EarlySense
- Company type: Private
- Industry: Medical Technology
- Founded: 2004
- Founders: Dr. Danny Lange, Yossi Gross, Avner Halperin
- Headquarters: Ramat Gan, Israel, Waltham, Massachusetts
- Area served: Worldwide
- Key people: Matt Johnson (CEO)
- Website: earlysense.com

= EarlySense =

Israeli medical device company

EarlySense was an Israeli medical device company with offices in the United States. It has sold its proprietary contact-free continuous monitoring technology to Hill-Rom, now Baxter International.

==History==
The company was founded in 2004 by Dr. Danny Lange, Yossi Gross, and Avner Halperin. The CEO is Matt Johnson.

The product has two components: a sensor that is placed under a mattress and a software application. The company sells a version of the product designed for use in hospitals that received 510K marketing clearance from the FDA in 2009, meaning that it is equivalent to devices already on the market. It also received the CE mark in Europe.
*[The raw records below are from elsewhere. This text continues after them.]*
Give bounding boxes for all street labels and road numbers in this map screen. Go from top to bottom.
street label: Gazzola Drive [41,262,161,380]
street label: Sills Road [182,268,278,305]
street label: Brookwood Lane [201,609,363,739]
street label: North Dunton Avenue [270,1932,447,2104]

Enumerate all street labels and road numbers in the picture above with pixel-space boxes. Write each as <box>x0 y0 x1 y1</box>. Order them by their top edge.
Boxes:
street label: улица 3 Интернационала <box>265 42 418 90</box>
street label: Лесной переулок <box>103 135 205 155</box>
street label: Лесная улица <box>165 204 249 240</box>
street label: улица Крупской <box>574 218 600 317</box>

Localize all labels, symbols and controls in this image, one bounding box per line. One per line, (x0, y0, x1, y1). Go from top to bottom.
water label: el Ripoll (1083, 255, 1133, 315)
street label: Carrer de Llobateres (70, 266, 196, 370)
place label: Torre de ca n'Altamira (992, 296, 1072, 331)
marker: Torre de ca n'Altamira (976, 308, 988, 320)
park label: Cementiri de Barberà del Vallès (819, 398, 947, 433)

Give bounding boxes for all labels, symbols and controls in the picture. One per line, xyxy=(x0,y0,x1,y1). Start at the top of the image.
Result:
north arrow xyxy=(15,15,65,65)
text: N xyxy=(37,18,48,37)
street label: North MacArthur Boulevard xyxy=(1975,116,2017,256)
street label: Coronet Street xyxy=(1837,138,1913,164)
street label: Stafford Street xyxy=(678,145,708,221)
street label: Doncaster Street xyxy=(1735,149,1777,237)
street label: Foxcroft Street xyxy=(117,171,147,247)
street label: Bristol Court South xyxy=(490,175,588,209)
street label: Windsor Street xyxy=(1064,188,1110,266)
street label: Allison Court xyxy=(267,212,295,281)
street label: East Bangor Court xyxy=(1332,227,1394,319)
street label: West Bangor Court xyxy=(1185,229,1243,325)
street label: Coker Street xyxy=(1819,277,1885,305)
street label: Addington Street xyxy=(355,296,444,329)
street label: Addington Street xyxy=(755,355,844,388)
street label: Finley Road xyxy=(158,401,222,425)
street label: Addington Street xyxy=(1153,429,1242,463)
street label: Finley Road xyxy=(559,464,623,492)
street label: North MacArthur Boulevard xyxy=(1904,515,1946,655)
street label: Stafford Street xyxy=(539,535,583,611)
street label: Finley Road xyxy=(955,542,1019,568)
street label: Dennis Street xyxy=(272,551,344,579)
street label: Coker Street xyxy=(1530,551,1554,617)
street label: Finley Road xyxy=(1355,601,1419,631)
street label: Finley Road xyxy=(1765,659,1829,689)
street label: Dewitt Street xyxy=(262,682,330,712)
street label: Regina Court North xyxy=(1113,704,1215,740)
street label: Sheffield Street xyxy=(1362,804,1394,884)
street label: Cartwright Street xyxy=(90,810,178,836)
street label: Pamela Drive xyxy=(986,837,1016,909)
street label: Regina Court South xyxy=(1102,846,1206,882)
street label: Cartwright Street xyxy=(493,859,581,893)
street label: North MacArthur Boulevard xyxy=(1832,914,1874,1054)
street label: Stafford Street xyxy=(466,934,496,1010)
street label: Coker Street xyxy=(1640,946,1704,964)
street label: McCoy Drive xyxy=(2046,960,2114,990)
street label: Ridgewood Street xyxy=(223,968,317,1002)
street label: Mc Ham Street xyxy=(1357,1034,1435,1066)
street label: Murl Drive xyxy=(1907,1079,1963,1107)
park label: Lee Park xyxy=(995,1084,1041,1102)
In this system, the sensor measures changes in pressure applied to it through the mattress, and transmits the measurements to the software, which converts them to heart rate, breathing rate, and motion. The application can be used by nurses to monitor patients in their ward remotely; it can provide alerts if patients try to get out of bed, and can provide alerts that a patient needs to be turned in order to avoid the development of pressure ulcers.

In September 2015 the company launched a version of the product for people to use at home to monitor their sleep; in this system the desktop application is replaced by a smartphone app. EarlySense also provided OEM services to other companies that market the system under their own brands.

The company also offers contact-free continuous monitoring (CFCM) sensors for use in healthcare settings. The sensors allow wireless monitoring of patients.